Diskless Booting For the Modern Age
An anonymous reader writes "Ever wonder what happened to PXE? Intel's popular standard for diskless booting hasn't been updated since 1999, and has missed out on such revolutions as wireless Ethernet, cloud computing, and iSCSI. An open source project called Etherboot has been trying to drag PXE into the 21st century. One of their programmers explains how to set up diskless booting for your cloud, using copy-on-write to save space."
TFTP over UDP on a LAN, doesn't seem slow at all. It's stupid, but sufficient to bootstrap a small kernel to access the real meat of your OS. 1-10MB TFTP downloads over 100mbit is no big deal. You can't get good 1gbit performance (let alone 10gbit) out of the dumb drivers in a PXE boot ROM, but that's OK.
“Common sense is not so common.” — Voltaire
The one thing missing from PXE is authentication: A PXE system will accept any DHCP address and with it any boot server configuration. Without cryptographic boot image authentication, network security is the Achilles' heel of PXE.
i am using pxe often.
i have setup a few linux install "CDs" for network install, a few live CDs for an emergency OS. LTSP is using it too and a small intel atom box gets its kernel over tftp/pxe... the pxe provides the parameters for the nfsroot mount. :) :)
old win2k netinstall for ppl without a RIS uses that system too
the tftpd box that provides all that stuff is a small amd geode that is normally my router
i often thought about making a sourceforge project out of it.... :)
I still use PXE to boot a diskless MythTV client. For a while I had the machine connected to a wireless router set up in bridge mode, so the machine effectively netbooted wirelessly.
"Anyone who [rips a CD] is probably engaging in copyright infringement." - David O. Carson
Good grief, everything is a "cloud" now. Have some servers on a rack? Those aren't servers, that's a cloud! It's like some retards took a Cisco networking diagram, and went crazy when they realized that everything could be simplified into one of the "clouds".

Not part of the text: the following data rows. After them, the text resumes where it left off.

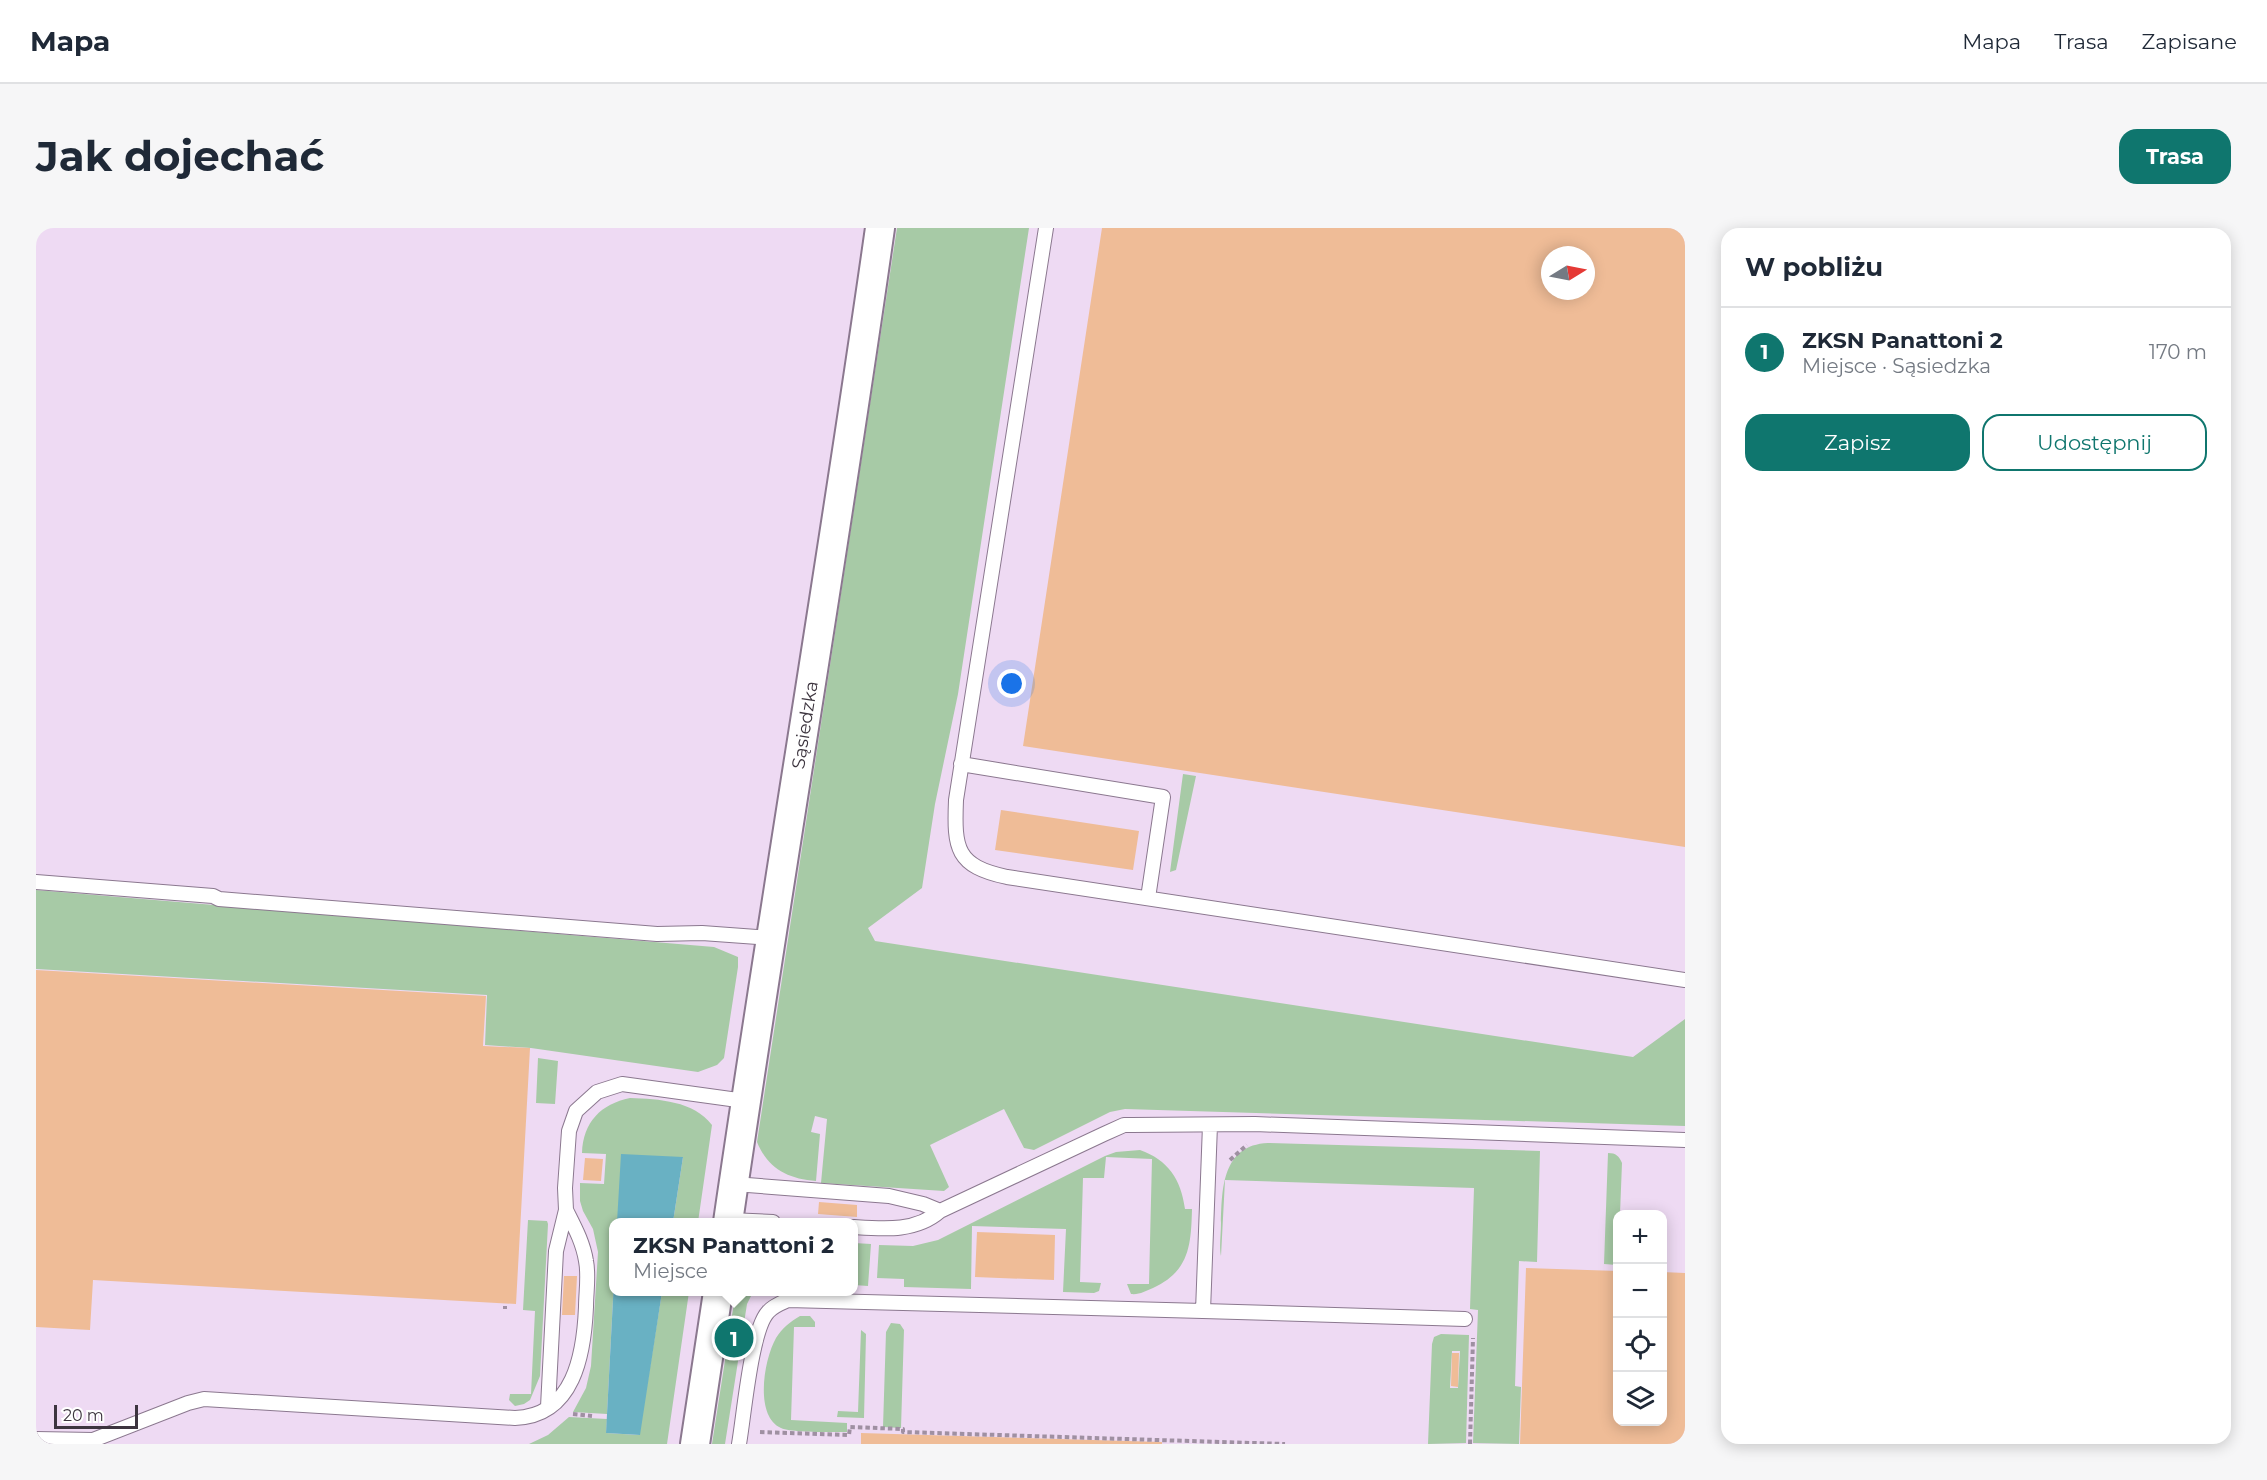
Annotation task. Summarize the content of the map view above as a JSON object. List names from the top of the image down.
{
  "streets": {
    "street": ["Sąsiedzka"]
  },
  "scale_bar": "20 m",
  "north": "right",
  "page": {
    "header": "Mapa",
    "nav": ["Mapa", "Trasa", "Zapisane"],
    "buttons": [
      "Trasa",
      ["Zapisz", "Udostępnij"]
    ],
    "title": "Jak dojechać",
    "heading": "W pobliżu",
    "list": [
      {
        "mark": "1",
        "name": "ZKSN Panattoni 2",
        "note": "Miejsce · Sąsiedzka",
        "value": "170 m"
      }
    ],
    "map_buttons": ["+", "−"],
    "popup": ["ZKSN Panattoni 2", "Miejsce"],
    "pins": "1",
    "scale": "20 m"
  }
}
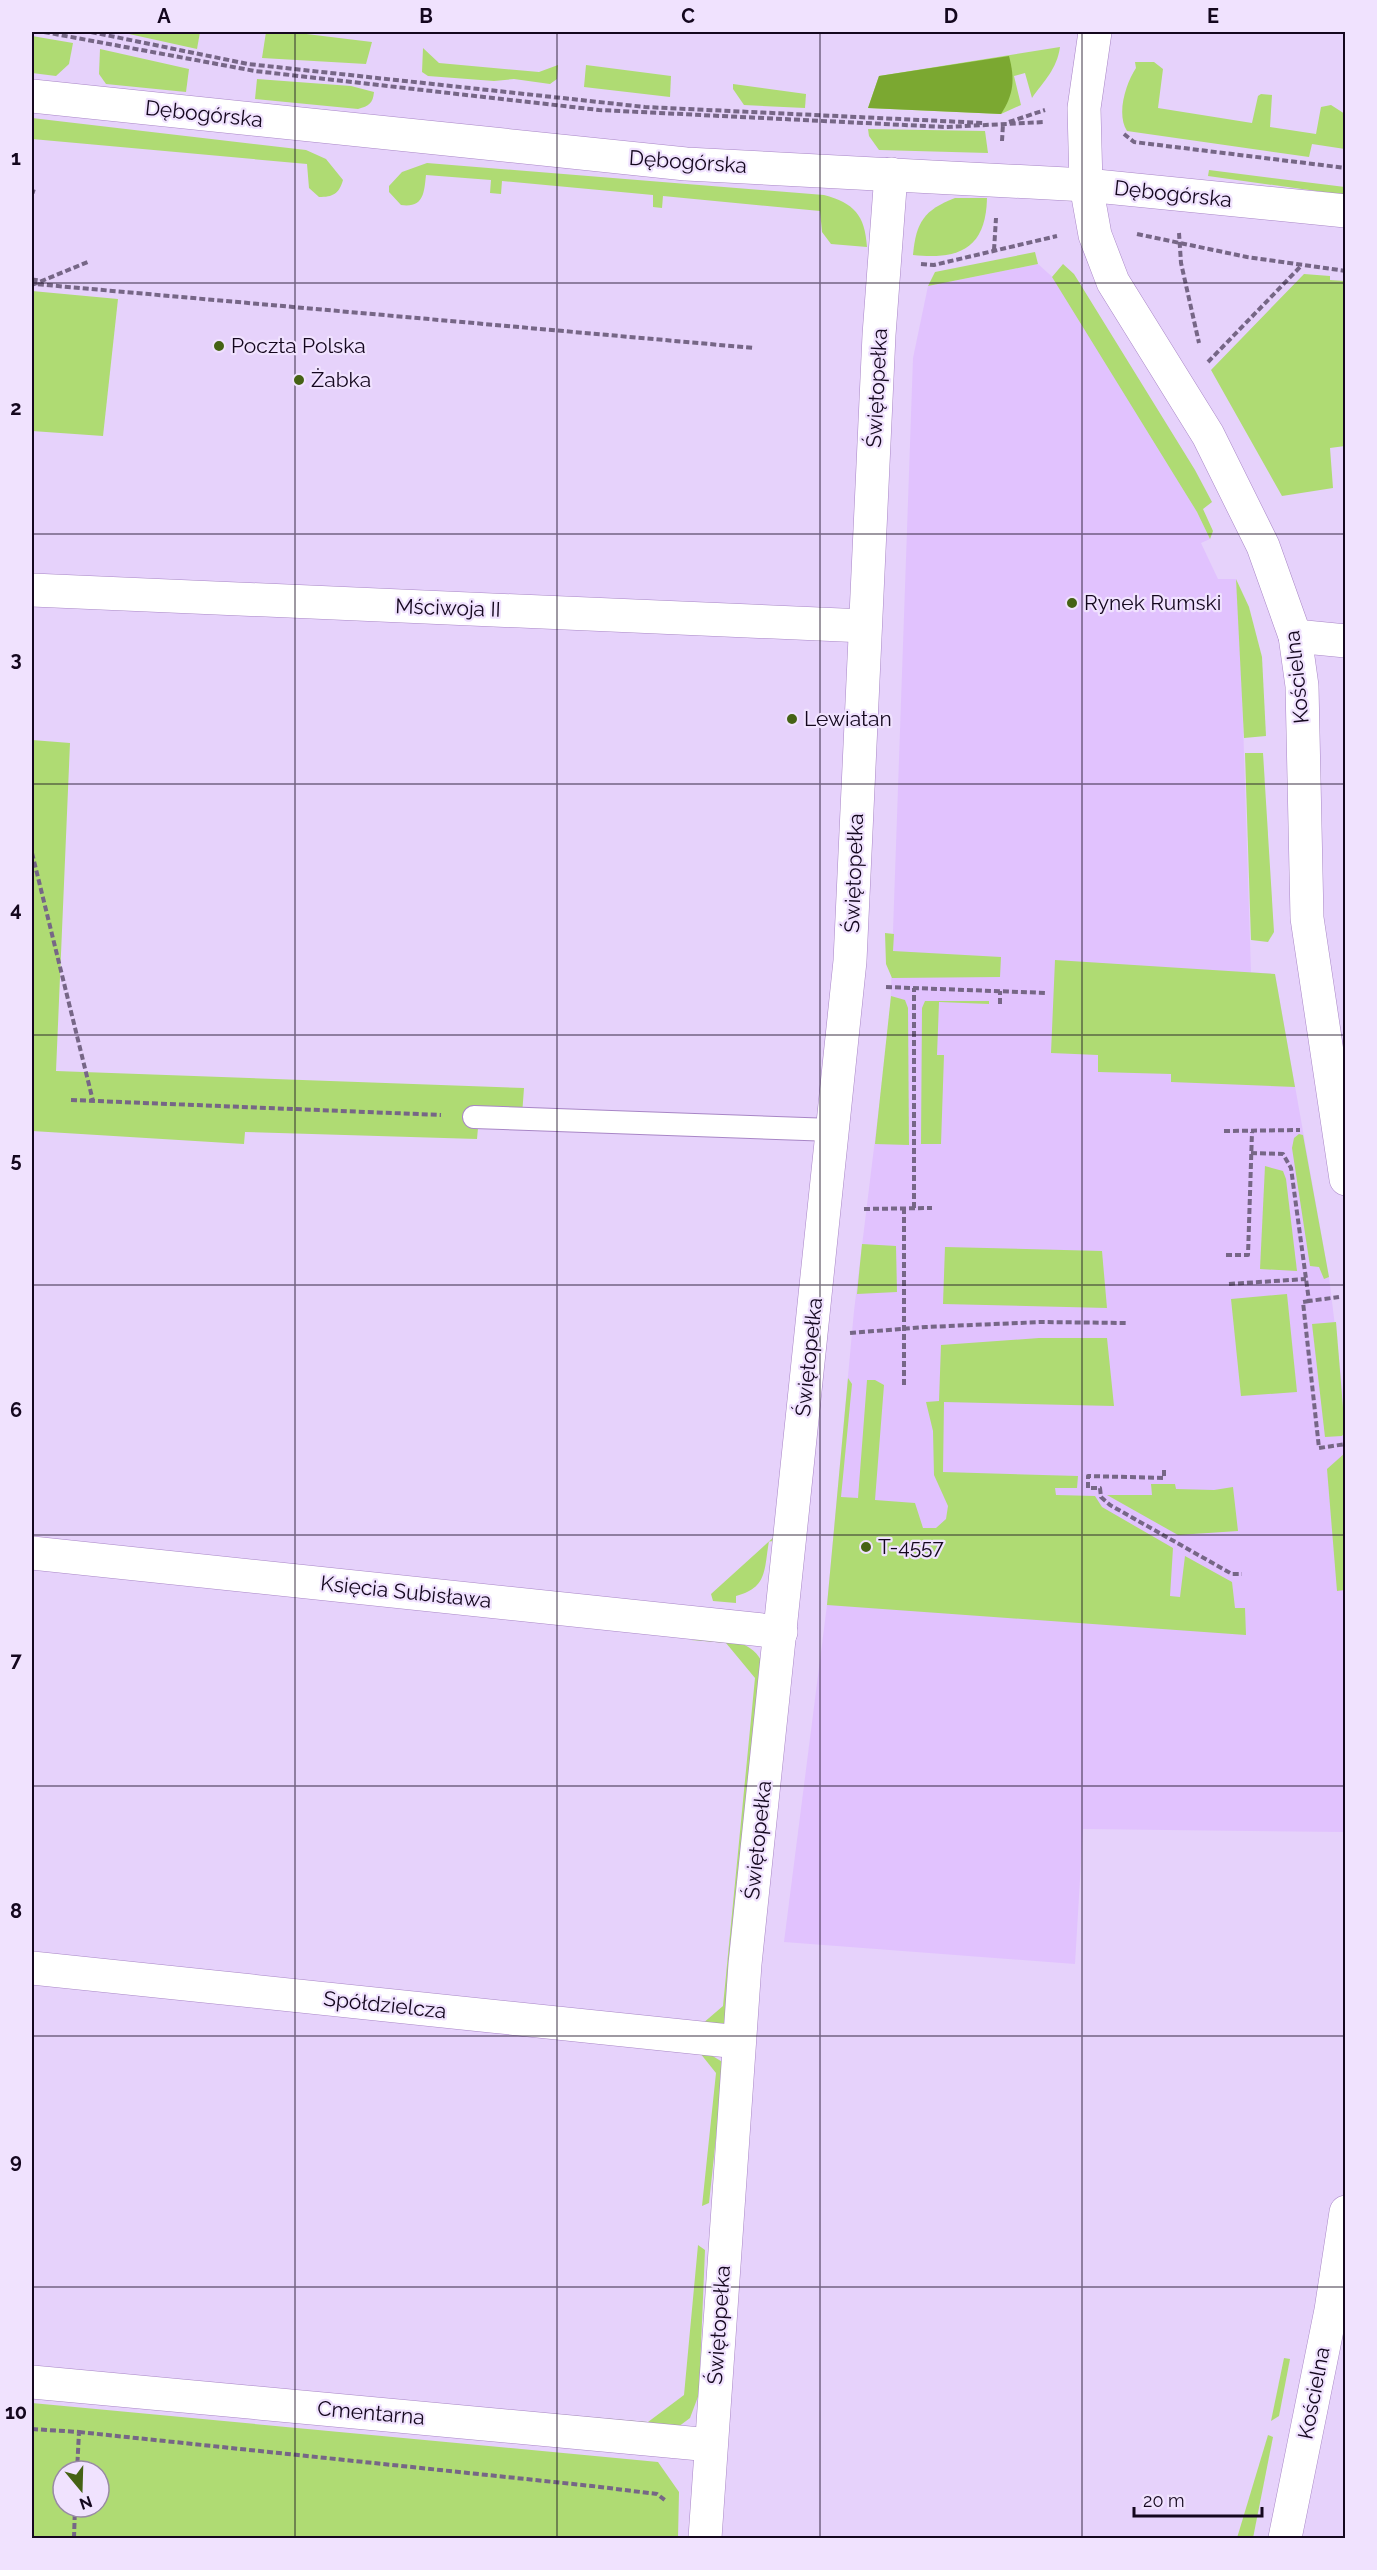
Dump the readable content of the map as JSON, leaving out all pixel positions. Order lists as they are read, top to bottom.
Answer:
{
  "streets": {
    "street": [
      "Dębogórska",
      "Świętopełka",
      "Mściwoja II",
      "Kościelna",
      "Księcia Subisława",
      "Spółdzielcza",
      "Cmentarna"
    ]
  },
  "crossings": [
    ["Dębogórska", "Świętopełka"],
    ["Dębogórska", "Kościelna"],
    ["Świętopełka", "Mściwoja II"],
    ["Świętopełka", "Księcia Subisława"],
    ["Świętopełka", "Spółdzielcza"],
    ["Świętopełka", "Cmentarna"]
  ],
  "places": [
    "Poczta Polska",
    "Żabka",
    "Rynek Rumski",
    "Lewiatan",
    "T-4557"
  ],
  "scale_bar": "20 m",
  "north": "bottom",
  "grid": {
    "columns": [
      "A",
      "B",
      "C",
      "D",
      "E"
    ],
    "rows": [
      "1",
      "2",
      "3",
      "4",
      "5",
      "6",
      "7",
      "8",
      "9",
      "10"
    ]
  }
}
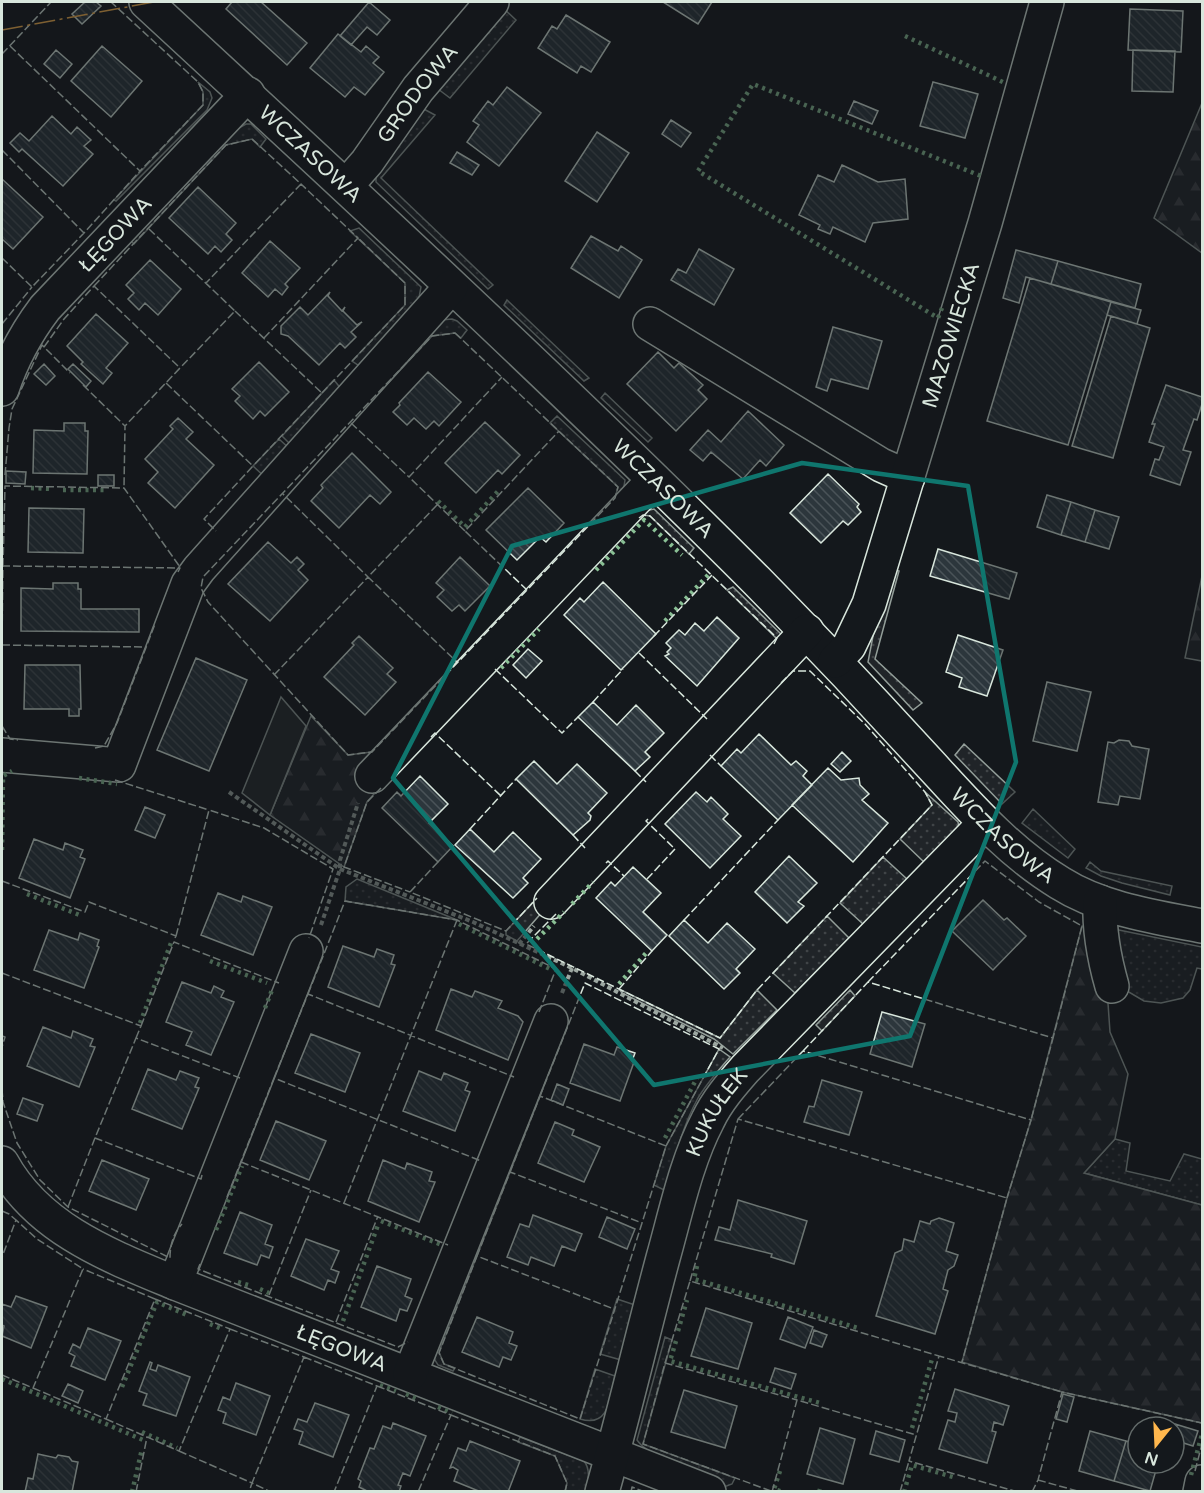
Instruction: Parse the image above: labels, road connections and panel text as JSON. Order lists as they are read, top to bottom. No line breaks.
{"streets":{"street":["GRODOWA","WCZASOWA","ŁĘGOWA","MAZOWIECKA","KUKUŁEK"]},"crossings":[["GRODOWA","WCZASOWA"],["WCZASOWA","ŁĘGOWA"],["WCZASOWA","MAZOWIECKA"],["WCZASOWA","KUKUŁEK"],["ŁĘGOWA","KUKUŁEK"]],"north":"bottom"}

Warning / Rant: The last 5 years of computing have been pretty lame. Concurrency and solutions to it using functional high-level languages are the future. That's where we should have been five years ago when it was so obvious that chips with large numbers of cores were the future. These cloud solutions are just a stupid name for the same old monolithic crap. It doesn't scale and isn't modular in a Unixy way. Modern applications just suck because they're so inflexible. Why can I do so many things from a little text terminal, but I can't easily script the behavior of my web browser without special add-ons? Why aren't modern applications flexible like this, with simple interfaces for communicating with other programs? Where is the equivalent of a shell pipe, in modern applications? It's like somebody threw away all the lessons of the past, and said "But this is the new way, we don't need the old way, because this is new." Fuck that, computing should be better than this. It should be better than these stupid clouds and old piece-of-shit reinvent-the-wheel C and C++ programs with buffer overflows and other ancient problems. Or the HTML / Javascript / whatever jerry-rigged "web applications" that run on some opaque "cloud" that a random company has. Why is it that languages like Smalltalk and Lisp have been around for so long, and nobody learns from them or uses them? It's like the chips keep getting faster and faster, and people keep getting dumber and dumber.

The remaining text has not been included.